For an integrative vision, we are developing novel in vitro and in vivo models, using human decellularized extracellular matrices, to build 3D-organotypic assays and orthotopic animal models to tackle the role of the tumour microenvironment in gastrointestinal (MJ Oliveira) and genitourinary and haematological (R Ribeiro) cancers. We previously demonstrated that human macrophages stimulate gastric and colorectal cancer cell motility/migration, proteolysis and invasion, elucidating the associated molecular mechanisms. Stimulation of invasion was induced by a macrophage EGF-like factor, which in turn stimulates cancer cell EGFR and its downstream-interacting partners (c-Src, Akt, Erk1/2, RhoA and MMP activity). Interestingly, anti-inflammatory macrophages are more pro-invasive than their pro-inflammatory counterparts.
Notably, fractionated ionizing radiation (5x2Gy), as used for rectal cancer treatment, modulates macrophages towards a more pro-inflammatory phenotype sustaining, however, their ability to promote cancer cell invasion, challenging the need for the development of adjuvant therapies. With this aim, we constructed IFN-γ-polyelectrolyte multi-layered films (PEMs) as an immunomodulatory-delivery system. These films of alternate layers of Ch/γ-PGA incorporating pro-inflammatory IFN-γ, impaired macrophage differentiation into an anti-inflammatory profile by efficiently enhancing IL-6, reducing IL-10 expression, and impairing their pro-invasive activity.

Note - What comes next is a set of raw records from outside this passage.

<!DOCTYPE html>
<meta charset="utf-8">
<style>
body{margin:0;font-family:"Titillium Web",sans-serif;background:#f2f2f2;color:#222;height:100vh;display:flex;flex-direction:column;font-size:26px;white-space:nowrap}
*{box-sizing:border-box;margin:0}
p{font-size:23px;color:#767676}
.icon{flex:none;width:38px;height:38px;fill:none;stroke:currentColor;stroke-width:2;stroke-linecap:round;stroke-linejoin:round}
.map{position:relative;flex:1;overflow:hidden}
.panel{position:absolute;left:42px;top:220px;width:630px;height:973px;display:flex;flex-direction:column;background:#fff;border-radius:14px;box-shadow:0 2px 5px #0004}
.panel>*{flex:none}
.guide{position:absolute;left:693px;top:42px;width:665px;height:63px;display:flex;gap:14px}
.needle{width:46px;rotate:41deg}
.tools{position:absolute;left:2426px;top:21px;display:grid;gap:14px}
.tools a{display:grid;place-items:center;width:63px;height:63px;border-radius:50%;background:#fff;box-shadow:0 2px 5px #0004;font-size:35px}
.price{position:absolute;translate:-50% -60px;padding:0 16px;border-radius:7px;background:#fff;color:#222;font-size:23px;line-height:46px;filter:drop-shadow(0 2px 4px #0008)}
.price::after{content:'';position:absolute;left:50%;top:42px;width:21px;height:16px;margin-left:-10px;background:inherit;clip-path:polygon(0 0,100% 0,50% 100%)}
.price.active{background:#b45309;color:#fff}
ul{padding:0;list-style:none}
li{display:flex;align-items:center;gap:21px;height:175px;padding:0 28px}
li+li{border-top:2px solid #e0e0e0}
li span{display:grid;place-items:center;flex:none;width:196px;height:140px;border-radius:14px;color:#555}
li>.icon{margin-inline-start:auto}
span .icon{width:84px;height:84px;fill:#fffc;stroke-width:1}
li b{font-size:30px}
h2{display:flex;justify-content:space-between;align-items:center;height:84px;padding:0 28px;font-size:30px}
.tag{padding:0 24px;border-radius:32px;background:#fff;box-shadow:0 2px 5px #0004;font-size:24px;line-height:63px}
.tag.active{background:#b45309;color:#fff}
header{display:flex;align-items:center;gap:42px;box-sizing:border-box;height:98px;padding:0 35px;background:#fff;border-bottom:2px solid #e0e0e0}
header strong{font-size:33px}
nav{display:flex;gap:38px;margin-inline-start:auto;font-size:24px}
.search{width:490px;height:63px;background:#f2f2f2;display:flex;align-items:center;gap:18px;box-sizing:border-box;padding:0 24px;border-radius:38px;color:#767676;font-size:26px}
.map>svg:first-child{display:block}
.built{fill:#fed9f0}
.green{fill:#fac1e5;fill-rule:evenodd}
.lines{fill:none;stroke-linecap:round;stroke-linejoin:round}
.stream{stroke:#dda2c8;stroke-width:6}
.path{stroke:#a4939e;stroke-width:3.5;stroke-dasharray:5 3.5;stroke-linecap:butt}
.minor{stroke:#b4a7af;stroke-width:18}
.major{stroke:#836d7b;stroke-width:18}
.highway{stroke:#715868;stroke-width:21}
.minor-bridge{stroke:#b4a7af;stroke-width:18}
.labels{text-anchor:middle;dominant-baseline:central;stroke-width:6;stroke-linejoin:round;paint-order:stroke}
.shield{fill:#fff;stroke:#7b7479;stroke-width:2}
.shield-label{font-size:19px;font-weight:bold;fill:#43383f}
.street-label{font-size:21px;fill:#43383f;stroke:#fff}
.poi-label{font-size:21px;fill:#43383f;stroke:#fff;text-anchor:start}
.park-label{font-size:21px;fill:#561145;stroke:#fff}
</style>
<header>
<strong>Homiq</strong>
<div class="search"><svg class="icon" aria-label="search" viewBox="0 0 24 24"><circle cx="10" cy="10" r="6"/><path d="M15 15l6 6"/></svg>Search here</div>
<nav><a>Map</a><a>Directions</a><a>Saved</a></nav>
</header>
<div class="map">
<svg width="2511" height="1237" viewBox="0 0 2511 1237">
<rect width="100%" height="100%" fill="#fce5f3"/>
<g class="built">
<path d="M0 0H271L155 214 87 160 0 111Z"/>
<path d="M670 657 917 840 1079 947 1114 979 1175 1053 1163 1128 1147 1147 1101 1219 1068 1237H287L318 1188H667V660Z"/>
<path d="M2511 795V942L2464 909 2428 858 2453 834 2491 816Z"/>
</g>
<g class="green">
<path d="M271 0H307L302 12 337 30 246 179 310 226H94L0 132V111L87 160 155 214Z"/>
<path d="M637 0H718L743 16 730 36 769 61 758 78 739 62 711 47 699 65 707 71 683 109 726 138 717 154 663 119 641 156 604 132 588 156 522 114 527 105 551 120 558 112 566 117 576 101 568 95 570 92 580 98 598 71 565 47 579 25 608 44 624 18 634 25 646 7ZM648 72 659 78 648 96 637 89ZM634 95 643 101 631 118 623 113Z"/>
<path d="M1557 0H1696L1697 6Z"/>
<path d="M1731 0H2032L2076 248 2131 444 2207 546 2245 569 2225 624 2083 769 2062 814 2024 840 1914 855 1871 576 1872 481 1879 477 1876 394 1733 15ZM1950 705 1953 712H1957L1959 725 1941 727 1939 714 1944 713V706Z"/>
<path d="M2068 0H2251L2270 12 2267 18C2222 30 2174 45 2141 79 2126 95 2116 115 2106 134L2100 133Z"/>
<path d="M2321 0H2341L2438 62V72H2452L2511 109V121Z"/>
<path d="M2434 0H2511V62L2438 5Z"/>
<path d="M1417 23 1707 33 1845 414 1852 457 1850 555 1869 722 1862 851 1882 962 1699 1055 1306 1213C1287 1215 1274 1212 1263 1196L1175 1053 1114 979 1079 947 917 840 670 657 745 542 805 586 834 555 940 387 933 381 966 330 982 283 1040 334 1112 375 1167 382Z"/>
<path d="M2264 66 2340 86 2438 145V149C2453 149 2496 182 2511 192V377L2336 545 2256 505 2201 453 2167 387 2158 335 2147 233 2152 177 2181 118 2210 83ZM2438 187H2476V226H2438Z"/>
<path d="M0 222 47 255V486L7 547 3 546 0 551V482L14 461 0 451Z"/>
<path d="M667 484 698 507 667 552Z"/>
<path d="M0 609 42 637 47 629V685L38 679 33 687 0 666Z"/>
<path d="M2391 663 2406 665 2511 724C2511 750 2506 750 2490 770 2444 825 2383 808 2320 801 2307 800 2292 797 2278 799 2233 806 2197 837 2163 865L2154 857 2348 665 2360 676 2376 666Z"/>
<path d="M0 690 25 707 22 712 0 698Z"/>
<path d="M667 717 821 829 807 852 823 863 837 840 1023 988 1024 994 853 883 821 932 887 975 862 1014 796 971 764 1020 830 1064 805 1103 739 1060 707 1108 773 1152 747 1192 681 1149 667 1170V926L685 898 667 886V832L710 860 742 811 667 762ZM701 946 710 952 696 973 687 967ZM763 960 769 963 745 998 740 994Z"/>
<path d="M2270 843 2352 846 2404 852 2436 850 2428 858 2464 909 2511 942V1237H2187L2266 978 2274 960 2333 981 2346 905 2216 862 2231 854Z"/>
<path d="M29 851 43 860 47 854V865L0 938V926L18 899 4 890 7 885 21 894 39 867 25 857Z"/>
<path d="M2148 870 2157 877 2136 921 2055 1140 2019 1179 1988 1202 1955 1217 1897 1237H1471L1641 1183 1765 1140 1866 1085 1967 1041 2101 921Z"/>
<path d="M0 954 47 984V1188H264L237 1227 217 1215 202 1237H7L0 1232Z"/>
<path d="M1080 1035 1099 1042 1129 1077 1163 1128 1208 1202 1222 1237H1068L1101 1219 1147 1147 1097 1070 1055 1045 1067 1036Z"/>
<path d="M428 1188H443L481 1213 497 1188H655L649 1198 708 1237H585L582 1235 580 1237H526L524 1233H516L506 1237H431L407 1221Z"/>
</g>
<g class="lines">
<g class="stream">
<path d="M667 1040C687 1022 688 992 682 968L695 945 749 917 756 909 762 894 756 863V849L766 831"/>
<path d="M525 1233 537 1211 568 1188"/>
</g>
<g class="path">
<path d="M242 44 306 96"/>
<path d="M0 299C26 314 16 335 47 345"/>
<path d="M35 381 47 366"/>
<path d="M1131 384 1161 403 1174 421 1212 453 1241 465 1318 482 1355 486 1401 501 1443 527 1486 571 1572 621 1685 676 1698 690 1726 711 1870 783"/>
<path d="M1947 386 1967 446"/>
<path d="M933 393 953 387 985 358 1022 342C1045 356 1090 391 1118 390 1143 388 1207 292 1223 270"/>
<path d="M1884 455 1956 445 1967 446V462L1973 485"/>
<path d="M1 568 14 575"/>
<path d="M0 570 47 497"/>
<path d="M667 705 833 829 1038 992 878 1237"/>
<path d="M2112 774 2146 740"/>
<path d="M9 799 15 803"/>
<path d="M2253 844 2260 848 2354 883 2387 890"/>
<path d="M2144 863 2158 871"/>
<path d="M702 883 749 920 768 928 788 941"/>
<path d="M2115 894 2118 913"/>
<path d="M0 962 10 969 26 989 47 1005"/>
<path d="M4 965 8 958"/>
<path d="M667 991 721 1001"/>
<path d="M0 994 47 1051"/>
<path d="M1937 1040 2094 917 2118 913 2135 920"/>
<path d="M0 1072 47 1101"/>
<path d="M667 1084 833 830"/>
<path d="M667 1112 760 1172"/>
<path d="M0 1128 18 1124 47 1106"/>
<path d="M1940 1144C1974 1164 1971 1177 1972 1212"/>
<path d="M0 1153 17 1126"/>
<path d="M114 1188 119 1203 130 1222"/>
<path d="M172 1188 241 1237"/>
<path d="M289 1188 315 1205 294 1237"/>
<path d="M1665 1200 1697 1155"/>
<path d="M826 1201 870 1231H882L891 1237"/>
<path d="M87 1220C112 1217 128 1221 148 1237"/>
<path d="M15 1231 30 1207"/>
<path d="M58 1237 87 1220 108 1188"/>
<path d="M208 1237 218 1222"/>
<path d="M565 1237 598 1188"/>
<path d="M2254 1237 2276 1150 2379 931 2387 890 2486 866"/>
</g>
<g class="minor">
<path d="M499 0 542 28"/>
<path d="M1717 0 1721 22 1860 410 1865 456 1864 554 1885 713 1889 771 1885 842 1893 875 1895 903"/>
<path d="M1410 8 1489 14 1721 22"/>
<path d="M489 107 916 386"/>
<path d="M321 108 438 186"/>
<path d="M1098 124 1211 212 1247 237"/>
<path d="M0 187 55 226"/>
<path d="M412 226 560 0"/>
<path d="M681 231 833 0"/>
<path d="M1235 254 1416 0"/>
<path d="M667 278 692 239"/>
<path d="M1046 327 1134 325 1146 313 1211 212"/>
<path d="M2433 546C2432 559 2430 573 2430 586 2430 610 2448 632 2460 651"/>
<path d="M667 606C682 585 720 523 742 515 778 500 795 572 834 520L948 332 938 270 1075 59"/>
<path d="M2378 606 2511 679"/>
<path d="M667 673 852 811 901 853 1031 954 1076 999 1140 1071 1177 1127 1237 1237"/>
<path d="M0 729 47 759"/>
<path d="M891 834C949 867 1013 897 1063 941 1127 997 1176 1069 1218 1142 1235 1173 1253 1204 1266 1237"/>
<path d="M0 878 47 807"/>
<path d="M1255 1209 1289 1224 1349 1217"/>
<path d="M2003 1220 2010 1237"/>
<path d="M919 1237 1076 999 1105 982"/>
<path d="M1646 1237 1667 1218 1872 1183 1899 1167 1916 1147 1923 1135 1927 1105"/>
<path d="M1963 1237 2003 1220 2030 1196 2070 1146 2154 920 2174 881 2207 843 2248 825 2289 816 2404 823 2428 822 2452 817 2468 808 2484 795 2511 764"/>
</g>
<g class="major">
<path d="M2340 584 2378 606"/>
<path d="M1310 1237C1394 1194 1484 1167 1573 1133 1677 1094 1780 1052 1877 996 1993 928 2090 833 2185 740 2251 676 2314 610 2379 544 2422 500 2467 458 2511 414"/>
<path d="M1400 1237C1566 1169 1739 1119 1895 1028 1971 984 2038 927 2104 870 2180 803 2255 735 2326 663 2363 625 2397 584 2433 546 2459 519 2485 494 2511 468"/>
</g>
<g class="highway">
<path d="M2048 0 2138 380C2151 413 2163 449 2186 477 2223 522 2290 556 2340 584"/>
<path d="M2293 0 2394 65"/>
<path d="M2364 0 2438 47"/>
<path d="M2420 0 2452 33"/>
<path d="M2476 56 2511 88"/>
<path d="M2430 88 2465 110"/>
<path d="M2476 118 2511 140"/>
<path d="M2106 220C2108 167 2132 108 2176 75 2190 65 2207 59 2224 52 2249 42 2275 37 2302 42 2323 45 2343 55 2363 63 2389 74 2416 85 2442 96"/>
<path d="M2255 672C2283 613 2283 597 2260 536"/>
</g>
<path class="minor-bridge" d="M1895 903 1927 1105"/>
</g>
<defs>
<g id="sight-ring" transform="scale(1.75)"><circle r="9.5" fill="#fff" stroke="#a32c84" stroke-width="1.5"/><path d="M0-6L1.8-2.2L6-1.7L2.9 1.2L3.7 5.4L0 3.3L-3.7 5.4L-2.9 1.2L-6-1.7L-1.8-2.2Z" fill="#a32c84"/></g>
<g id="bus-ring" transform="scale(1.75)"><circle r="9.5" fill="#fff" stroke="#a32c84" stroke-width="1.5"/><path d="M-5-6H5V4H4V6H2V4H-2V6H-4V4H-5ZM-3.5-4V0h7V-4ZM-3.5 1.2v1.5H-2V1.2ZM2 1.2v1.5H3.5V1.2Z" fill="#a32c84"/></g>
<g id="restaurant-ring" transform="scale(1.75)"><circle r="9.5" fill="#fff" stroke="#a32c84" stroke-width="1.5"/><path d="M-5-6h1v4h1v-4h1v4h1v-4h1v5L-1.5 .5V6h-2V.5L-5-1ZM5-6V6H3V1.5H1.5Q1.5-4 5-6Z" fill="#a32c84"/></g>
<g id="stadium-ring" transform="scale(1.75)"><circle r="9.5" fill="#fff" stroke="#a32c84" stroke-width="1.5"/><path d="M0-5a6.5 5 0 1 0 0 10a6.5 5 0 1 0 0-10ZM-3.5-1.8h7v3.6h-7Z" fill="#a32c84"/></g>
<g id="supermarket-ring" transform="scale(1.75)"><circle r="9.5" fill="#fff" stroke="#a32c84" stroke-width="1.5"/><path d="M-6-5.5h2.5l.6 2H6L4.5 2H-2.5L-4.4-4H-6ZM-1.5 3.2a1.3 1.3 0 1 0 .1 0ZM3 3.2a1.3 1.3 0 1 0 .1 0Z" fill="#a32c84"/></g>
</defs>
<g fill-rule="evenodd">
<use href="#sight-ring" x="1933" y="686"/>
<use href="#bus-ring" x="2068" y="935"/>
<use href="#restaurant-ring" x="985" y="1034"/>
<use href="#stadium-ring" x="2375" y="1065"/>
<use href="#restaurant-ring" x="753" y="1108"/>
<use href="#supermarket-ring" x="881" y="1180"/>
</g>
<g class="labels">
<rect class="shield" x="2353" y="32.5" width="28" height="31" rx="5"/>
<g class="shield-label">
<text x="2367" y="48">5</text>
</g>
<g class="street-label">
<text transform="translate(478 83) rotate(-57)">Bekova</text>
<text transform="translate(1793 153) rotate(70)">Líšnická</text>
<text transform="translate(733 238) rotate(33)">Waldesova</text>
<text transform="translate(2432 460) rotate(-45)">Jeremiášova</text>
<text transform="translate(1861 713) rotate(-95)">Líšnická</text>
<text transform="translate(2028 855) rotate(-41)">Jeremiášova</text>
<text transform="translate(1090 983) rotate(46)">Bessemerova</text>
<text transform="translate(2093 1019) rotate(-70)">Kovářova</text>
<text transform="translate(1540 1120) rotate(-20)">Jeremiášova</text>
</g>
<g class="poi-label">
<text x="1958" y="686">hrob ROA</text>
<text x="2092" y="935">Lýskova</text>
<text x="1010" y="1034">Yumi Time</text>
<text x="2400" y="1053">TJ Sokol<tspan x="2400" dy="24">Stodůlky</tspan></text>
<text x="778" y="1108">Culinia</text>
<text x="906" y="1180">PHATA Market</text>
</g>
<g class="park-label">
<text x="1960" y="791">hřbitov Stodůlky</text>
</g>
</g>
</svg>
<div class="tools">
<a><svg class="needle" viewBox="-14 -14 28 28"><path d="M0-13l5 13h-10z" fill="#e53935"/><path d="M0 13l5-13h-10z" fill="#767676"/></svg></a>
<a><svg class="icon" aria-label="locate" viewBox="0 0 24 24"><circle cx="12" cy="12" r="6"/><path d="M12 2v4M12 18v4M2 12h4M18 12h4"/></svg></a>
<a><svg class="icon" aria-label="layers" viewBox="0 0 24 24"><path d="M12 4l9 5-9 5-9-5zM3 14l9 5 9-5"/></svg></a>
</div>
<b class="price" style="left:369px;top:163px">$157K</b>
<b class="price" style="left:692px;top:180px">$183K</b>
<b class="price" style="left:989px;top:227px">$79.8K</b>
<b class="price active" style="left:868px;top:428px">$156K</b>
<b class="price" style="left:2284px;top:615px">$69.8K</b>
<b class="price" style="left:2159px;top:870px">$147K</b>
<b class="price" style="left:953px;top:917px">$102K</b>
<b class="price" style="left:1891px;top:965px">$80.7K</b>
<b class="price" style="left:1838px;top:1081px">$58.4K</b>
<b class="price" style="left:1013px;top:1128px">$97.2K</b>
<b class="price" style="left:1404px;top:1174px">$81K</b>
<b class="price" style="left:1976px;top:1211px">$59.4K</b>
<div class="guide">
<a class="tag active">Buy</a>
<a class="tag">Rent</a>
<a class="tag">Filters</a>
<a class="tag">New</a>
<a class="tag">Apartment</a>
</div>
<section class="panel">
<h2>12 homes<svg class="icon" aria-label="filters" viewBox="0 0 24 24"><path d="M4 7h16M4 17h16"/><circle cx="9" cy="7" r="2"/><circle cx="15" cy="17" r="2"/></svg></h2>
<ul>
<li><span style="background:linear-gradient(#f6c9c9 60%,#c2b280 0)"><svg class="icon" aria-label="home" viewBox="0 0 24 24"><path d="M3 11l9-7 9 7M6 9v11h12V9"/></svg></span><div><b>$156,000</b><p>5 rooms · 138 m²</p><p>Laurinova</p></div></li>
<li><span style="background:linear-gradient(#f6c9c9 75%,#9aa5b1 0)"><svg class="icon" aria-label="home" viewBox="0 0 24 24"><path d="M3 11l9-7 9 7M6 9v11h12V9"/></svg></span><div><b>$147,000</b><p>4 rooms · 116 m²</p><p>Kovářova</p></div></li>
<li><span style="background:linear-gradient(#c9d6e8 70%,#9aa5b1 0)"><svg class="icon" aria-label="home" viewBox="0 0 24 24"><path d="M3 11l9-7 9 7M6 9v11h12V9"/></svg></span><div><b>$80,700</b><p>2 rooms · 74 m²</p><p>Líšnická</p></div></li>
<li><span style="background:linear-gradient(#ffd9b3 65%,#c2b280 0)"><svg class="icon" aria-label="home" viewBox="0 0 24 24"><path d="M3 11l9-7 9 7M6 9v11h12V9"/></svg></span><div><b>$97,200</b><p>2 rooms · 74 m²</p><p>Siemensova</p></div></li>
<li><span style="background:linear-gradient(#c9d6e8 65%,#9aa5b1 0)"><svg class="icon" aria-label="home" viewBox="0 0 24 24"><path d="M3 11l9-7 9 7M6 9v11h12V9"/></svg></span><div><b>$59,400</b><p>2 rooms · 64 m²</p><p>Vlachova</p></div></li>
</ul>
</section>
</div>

By analysing periprostatic adipose tissue, we added new insights into the role of adipose tissue in prostate cancer pathophysiology. Noteworthy, we demonstrated a two-way crosstalk between adipose tissue and prostate cancer cells that ultimately favours tumour progression, and where adipokines and tumour factors are key mediators. In agreement, the transcriptomic analysis of periprostatic adipose tissue revealed that obesity modifies gene expression to foster fat mass growth, whereas prostate cancer induces hypercellularity and reduced immunoinflammatory activity. In addition, we presented previously unrecognized findings on adipose stem cells of prostate tissue in humans, providing a mechanistic link between adipose tissue, adipose stem cells and PCa.